◆ Exercise goal ◆
Only the text of the records belongs in the answer; the pictures must be dropped.

◆ Stored data entries ◆

──────

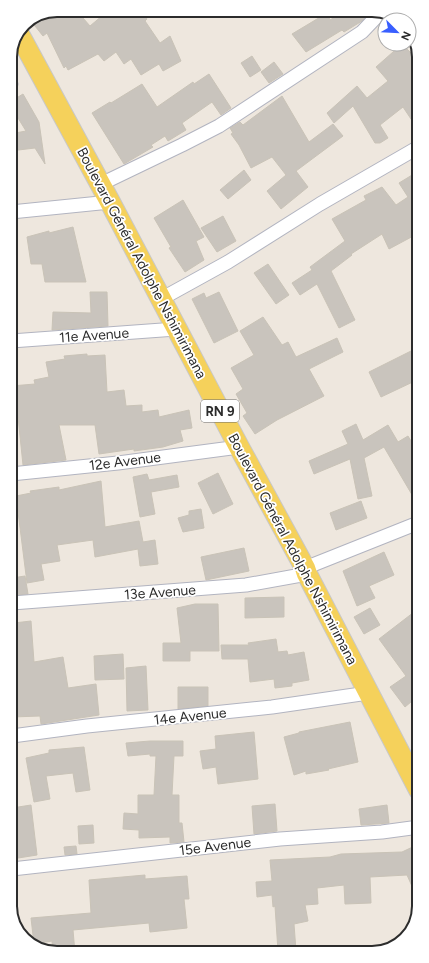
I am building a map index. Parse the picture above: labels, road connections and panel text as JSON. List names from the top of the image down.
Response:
{
  "streets": {
    "main road": ["Boulevard Général Adolphe Nshimirimana", "RN 9"],
    "street": [
      "11e Avenue",
      "12e Avenue",
      "13e Avenue",
      "14e Avenue",
      "15e Avenue"
    ]
  },
  "crossings": [
    ["Boulevard Général Adolphe Nshimirimana", "11e Avenue"],
    ["Boulevard Général Adolphe Nshimirimana", "12e Avenue"],
    ["Boulevard Général Adolphe Nshimirimana", "13e Avenue"],
    ["Boulevard Général Adolphe Nshimirimana", "14e Avenue"]
  ],
  "north": "bottom right"
}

──────

◆ Task output ◆
I am building a map index. Parse the picture above: labels, road connections and panel text as JSON. List names from the top of the image down.
Response:
{
  "streets": {
    "main road": ["Boulevard Général Adolphe Nshimirimana", "RN 9"],
    "street": [
      "11e Avenue",
      "12e Avenue",
      "13e Avenue",
      "14e Avenue",
      "15e Avenue"
    ]
  },
  "crossings": [
    ["Boulevard Général Adolphe Nshimirimana", "11e Avenue"],
    ["Boulevard Général Adolphe Nshimirimana", "12e Avenue"],
    ["Boulevard Général Adolphe Nshimirimana", "13e Avenue"],
    ["Boulevard Général Adolphe Nshimirimana", "14e Avenue"]
  ],
  "north": "bottom right"
}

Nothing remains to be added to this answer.